We think of evolution as requiring thousands, tens of thousands or millions of years to make significant changes - and often, it does.
But evolution can also occur in a relative eyeblink. That's the case when the human immunodeficiency virus (HIV) becomes locked in a survival struggle in the body of a patient who's taking powerful anti-viral drugs.
It's evolution in fast-forward mode. The virus, replicating billions of times a day, can acquire new mutations at lightning speed: eventually, some of the genetic changes enable the virus to resist even the most powerful drugs. These drug-resistant viruses come to dominate the population and threaten the patient's life.
However, evolution can work in the patient's favor, too, as Dr. Veronica Miller and other researchers have discovered recently. Miller, treating a patient whose population of HIV virus had become drug resistant, agreed to stop the drugs temporarily, which would at least eliminate their toxic side effects. This was a radical step. Patients are warned they must never miss a dose of drugs such as protease inhibitors: now the patient was told he could stop altogether. Miller was amazed to find that when the virus population no longer was under selection pressure from the drugs, the population reverted to the non-resistant "wild-type" form. It had, in effect, evolved backward when the resistant mutations no longer were beneficial.
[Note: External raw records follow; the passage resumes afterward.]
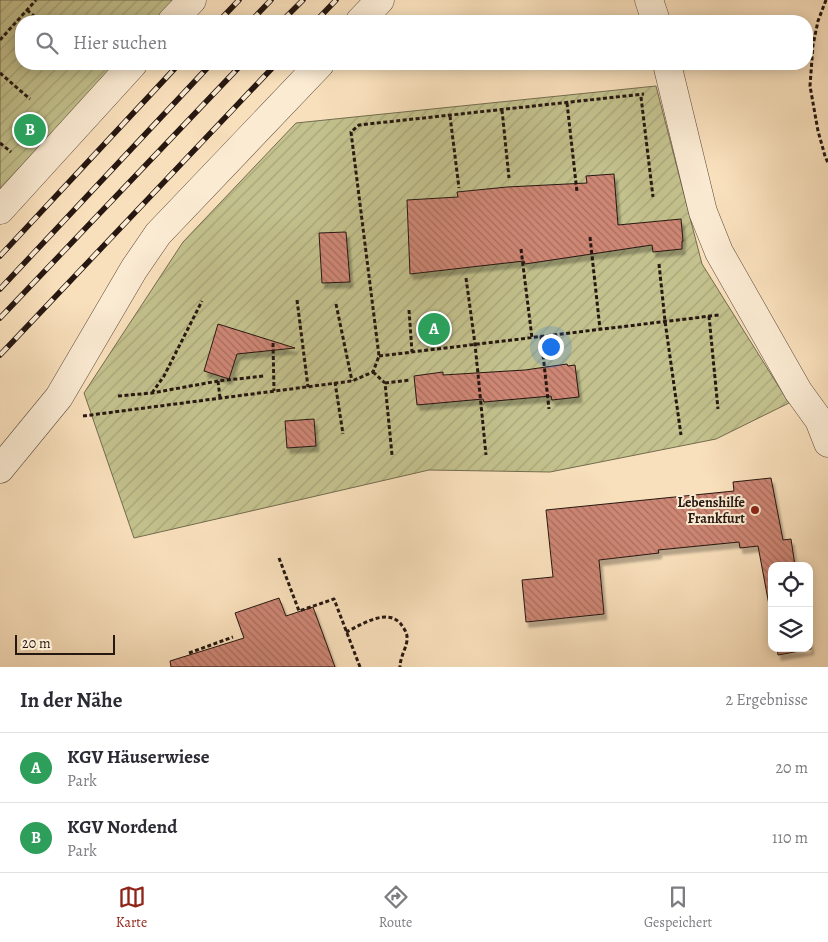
<!DOCTYPE html>
<html lang="de">
<meta charset="utf-8">
<style>
body{margin:0;font-family:Alegreya,serif;background:#f2f2f3;color:#2b2b33}
.controls{position:absolute;right:15px;bottom:15px;display:grid;overflow:hidden;border-radius:10px;box-shadow:0 2px 12px #0003}
.controls button{width:45px;height:45px;display:grid;place-items:center;padding:0;border:0;border-bottom:1px solid #e1e1e2;background:#fff;color:#2b2b33;font:25px sans-serif}
.scale{position:absolute;left:15px;bottom:12px;width:100px;box-sizing:border-box;padding-left:5px;border:2px solid #261711;border-top:0;font-size:14px;line-height:18px;white-space:nowrap;color:#261711;-webkit-text-stroke:4px #fbebd3;paint-order:stroke}
.you{position:absolute;left:550px;top:346px;width:18px;height:18px;margin:-12px;border:4px solid #fff;border-radius:50%;background:#1a73e8;box-shadow:0 0 0 8px #1a73e833}
.badge{display:grid;place-items:center;width:32px;height:32px;border-radius:50%;background:#8f2418;color:#fff;font-size:16px;font-weight:700}
.pin{position:absolute;translate:-50% -50%;border:2px solid #fff;box-shadow:0 1px 5px #0006}
.list{margin:0;padding:0;list-style:none}
h2{display:flex;justify-content:space-between;align-items:center;height:65px;margin:0;padding:0 20px;font-size:21px}
h2 small{font-size:16px;font-weight:400;color:#7c7c81}
.list li{display:grid;grid-template-columns:32px 1fr auto;gap:15px;align-items:center;box-sizing:border-box;height:70px;padding:0 20px;border-top:1px solid #e1e1e2}
.list b{display:block;font-size:19px;white-space:nowrap}
.list p{margin:0;font-size:16px;white-space:nowrap;color:#7c7c81}
.list em{font-size:16px;font-style:normal;color:#7c7c81}
.icon{flex:none;width:28px;height:28px;fill:none;stroke:currentColor;stroke-width:2;stroke-linecap:round;stroke-linejoin:round}
.map{position:relative;flex:none;width:828px;height:667px;overflow:hidden}
.search{position:absolute;background:#fff;box-shadow:0 2px 12px #0003;left:15px;right:15px;top:15px;height:55px;display:flex;align-items:center;gap:12px;box-sizing:border-box;padding:0 18px;border-radius:20px;color:#7c7c81;font-size:19px}
.sheet{height:205px;background:#fff}
nav{display:flex;justify-content:space-around;align-items:center;box-sizing:border-box;height:70px;border-top:1px solid #e1e1e2;background:#fff;font-size:14px;color:#7c7c81}
nav a{display:grid;justify-items:center;gap:2px}
nav .on{color:#8f2418}
.map>svg:first-child{display:block}
.garden{fill:url(#garden-furrows);stroke:#746c4f}
.building{fill:url(#building-back-hatch);stroke:#261711;filter:url(#shadow)}
.lines{fill:none;stroke-linecap:round;stroke-linejoin:round}
.minor-casing{stroke:#5b493c;stroke-width:29}
.path{stroke:#261711;stroke-width:3;stroke-dasharray:4 2.5;stroke-linecap:butt}
.minor{stroke:#fbebd3;stroke-width:28}
.rail-casing{stroke:#261711;stroke-width:5.5}
.rail{stroke:#fbebd3;stroke-width:4;stroke-dasharray:11;stroke-linecap:butt}
.poi-dot{fill:#8f2418;stroke:#fbebd3;stroke-width:2}
.labels{text-anchor:middle;dominant-baseline:central;stroke-width:4;stroke-linejoin:round;paint-order:stroke}
.poi-label{font-size:14px;font-weight:bold;fill:#261711;stroke:#fbebd3;text-anchor:end}
</style>
<div class="map">
<svg width="828" height="667" viewBox="0 0 828 667">
<defs>
<pattern id="garden-furrows" width="10" height="10" patternUnits="userSpaceOnUse" patternTransform="scale(1.25)"><rect width="10" height="10" fill="#c3c18d"/><path d="M-1 1l2-2M0 10L10 0M9 11l2-2" fill="none" stroke="#a7a579"/></pattern>
<pattern id="building-back-hatch" width="6" height="6" patternUnits="userSpaceOnUse" patternTransform="scale(1.25)"><rect width="6" height="6" fill="#ce8674"/><path d="M-1 5l2 2M0 0l6 6M5-1l2 2" fill="none" stroke="#a76d5e"/></pattern>
<filter id="shadow"><feDropShadow dx="3" dy="5.5" stdDeviation="1" flood-color="#0004"/></filter>
</defs>
<rect width="100%" height="100%" fill="#f9e0bc"/>
<filter id="stains"><feTurbulence type="fractalNoise" baseFrequency=".004" numOctaves="4"/><feColorMatrix values="0 0 0 0 .2 0 0 0 0 .09 0 0 0 0 .02 0 0 0 .5 -.17"/></filter>
<radialGradient id="worn" r=".72"><stop offset=".6" stop-color="#630" stop-opacity="0"/><stop offset="1" stop-color="#630" stop-opacity=".3"/></radialGradient>
<!-- garden -->
<path class="garden" d="M 0,0 L 179,0 L 159,21 L 21,21 L 21,64 L 121,64 L 0,196 Z
M 656,86 L 702,264 L 789,403 L 716,439 L 550,472 L 429,470 L 134,538 L 84,393 L 183,242 L 296,123 Z"/>
<!-- building -->
<path class="building" d="M 614,174 L 618,225 L 681,219 L 683,241 L 682,241 L 682,249 L 653,252 L 652,245 L 525,264 L 524,261 L 410,274 L 407,200 L 458,197 L 457,192 L 507,187 L 587,183 L 586,176 Z
M 346,232 L 350,282 L 322,283 L 319,233 Z
M 218,324 L 295,348 L 237,354 L 229,379 L 204,371 Z
M 567,364 L 568,366 L 575,365 L 579,397 L 552,400 L 551,396 L 484,402 L 483,399 L 417,405 L 414,376 L 443,372 L 443,375 L 525,370 Z
M 314,419 L 316,446 L 287,448 L 285,421 Z
M 771,478 L 783,540 L 791,539 L 795,566 L 772,566 L 772,621 L 758,546 L 740,548 L 739,542 L 658,550 L 659,553 L 599,560 L 604,614 L 526,622 L 522,580 L 553,577 L 546,510 L 734,491 L 733,482 Z
M 279,598 L 286,616 L 313,607 L 335,667 L 171,667 L 170,661 L 244,638 L 235,613 Z
M 809,638 L 811,649 L 778,655 L 777,648 L 809,648 Z"/>
<g class="lines">
<defs>
<path id="minor" d="M 649,0 L 656,21
M 172,21 L 192,0
M 360,21 L 380,0
M 667,64 L 703,212 L 719,252 L 798,391 L 819,420 L 828,443
M 0,210 L 133,64
M 0,469 L 59,397 L 134,269 L 158,234 L 320,64"/>
</defs>
<!-- minor casing -->
<use href="#minor" class="minor-casing"/>
<!-- path -->
<path class="path" d="M 826,0 L 818,21 L 813,45 L 810,86 L 818,131 L 825,156 L 828,163
M 27,10 L 40,21
M 0,40 L 36,0
M 0,73 L 30,99
M 641,97 L 653,197
M 567,103 L 577,192
M 502,110 L 509,178
M 450,116 L 459,188
M 0,143 L 11,152
M 590,237 L 600,329
M 521,249 L 532,338
M 659,264 L 665,321 L 681,435
M 466,278 L 475,344 L 486,455
M 297,300 L 308,387
M 336,304 L 352,381
M 409,310 L 412,352
M 709,316 L 718,409
M 541,336 L 549,409
M 273,343 L 274,391
M 379,356 L 719,315
M 373,372 L 385,383 L 392,455
M 335,382 L 343,434
M 385,383 L 410,380
M 152,393 L 164,376 L 202,301
M 118,396 L 152,393 L 218,381
M 220,398 L 218,381 L 264,376
M 83,416 L 352,381 L 373,372 L 379,356 L 351,132 L 359,125 L 644,94
M 279,558 L 299,611 L 334,599 L 360,667
M 346,632 C 361,625 386,608 400,623 C 403,627 407,632 407,637 C 408,646 400,656 400,667
M 189,653 L 233,637"/>
<!-- minor -->
<use href="#minor" class="minor"/>
<defs>
<path id="rail" d="M 219,21 L 239,0
M 251,21 L 271,0
M 282,21 L 303,0
M 316,21 L 336,0
M 0,256 L 179,64
M 0,289 L 211,64
M 0,318 L 242,64
M 0,355 L 276,64"/>
</defs>
<!-- rail casing -->
<use href="#rail" class="rail-casing"/>
<!-- rail -->
<use href="#rail" class="rail"/>
</g>
<!-- markers -->
<circle class="poi-dot" cx="755" cy="510" r="5"/>
<g class="labels">
<!-- poi labels -->
<g class="poi-label">
<text x="745" y="502">Lebenshilfe<tspan x="745" dy="16">Frankfurt</tspan></text>
</g>
</g>
<rect width="100%" height="100%" filter="url(#stains)"/>
<rect width="100%" height="100%" fill="url(#worn)"/>
</svg>
<div class="controls">
<button><svg class="icon" aria-label="locate" viewBox="0 0 24 24"><circle cx="12" cy="12" r="6"/><path d="M12 2v4M12 18v4M2 12h4M18 12h4"/></svg></button>
<button><svg class="icon" aria-label="layers" viewBox="0 0 24 24"><path d="M12 4l9 5-9 5-9-5zM3 14l9 5 9-5"/></svg></button>
</div>
<div class="scale">20 m</div>
<div class="you"></div>
<div class="pin badge" style="left:434px;top:329px;background:#2e9e5b">A</div>
<div class="pin badge" style="left:30px;top:130px;background:#2e9e5b">B</div>
<div class="search"><svg class="icon" aria-label="search" viewBox="0 0 24 24"><circle cx="10" cy="10" r="6"/><path d="M15 15l6 6"/></svg>Hier suchen</div>
</div>
<section class="sheet">
<h2>In der Nähe<small>2 Ergebnisse</small></h2>
<ul class="list">
<li><span class="badge" style="background:#2e9e5b">A</span><div><b>KGV Häuserwiese</b><p>Park</p></div><em>20 m</em></li>
<li><span class="badge" style="background:#2e9e5b">B</span><div><b>KGV Nordend</b><p>Park</p></div><em>110 m</em></li>
</ul>
</section>
<nav>
<a class="on"><svg class="icon" aria-label="map" viewBox="0 0 24 24"><path d="M3 6l6-2 6 2 6-2v14l-6 2-6-2-6 2zM9 4v14M15 6v14"/></svg>Karte</a>
<a><svg class="icon" aria-label="directions" viewBox="0 0 24 24"><path d="M12 3l9 9-9 9-9-9zM9 14v-3h6M13 9l2 2-2 2"/></svg>Route</a>
<a><svg class="icon" aria-label="saved" viewBox="0 0 24 24"><path d="M7 4h10v16l-5-4-5 4z"/></svg>Gespeichert</a>
</nav>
Then, when the drugs were started again, they had regained their ability to kill the now-vulnerable wild type HIV. Although the patient's body now harbored more virus, and his immune system was weakened by the "drug holiday,'' it was actually a good development. The evolutionary struggle was now running in favor of the drugs - and the patient. Because they were no longer resistant, the virus could be kept in check by the drugs. The cycle can repeat itself with evolution see-sawing first one way, then the other. "The virus replicates so rapidly that evolution happens really in front of our eyes as we treat the patient,'' says Miller.
It's not clear yet whether this strategy, termed "structured treatment interruption'' can be used to extend patients' survival, but some doctors are cautiously trying it, in hopes it will keep their patients alive until new treatments are available.
The strategy "remains unproved and potentially dangerous,'' warned experts in a journal of experimental AIDS treatments. Until larger studies are completed, the value of structured treatment interruption won't be known. In any case, the discovery has revealed another dramatic instance of evolution in action.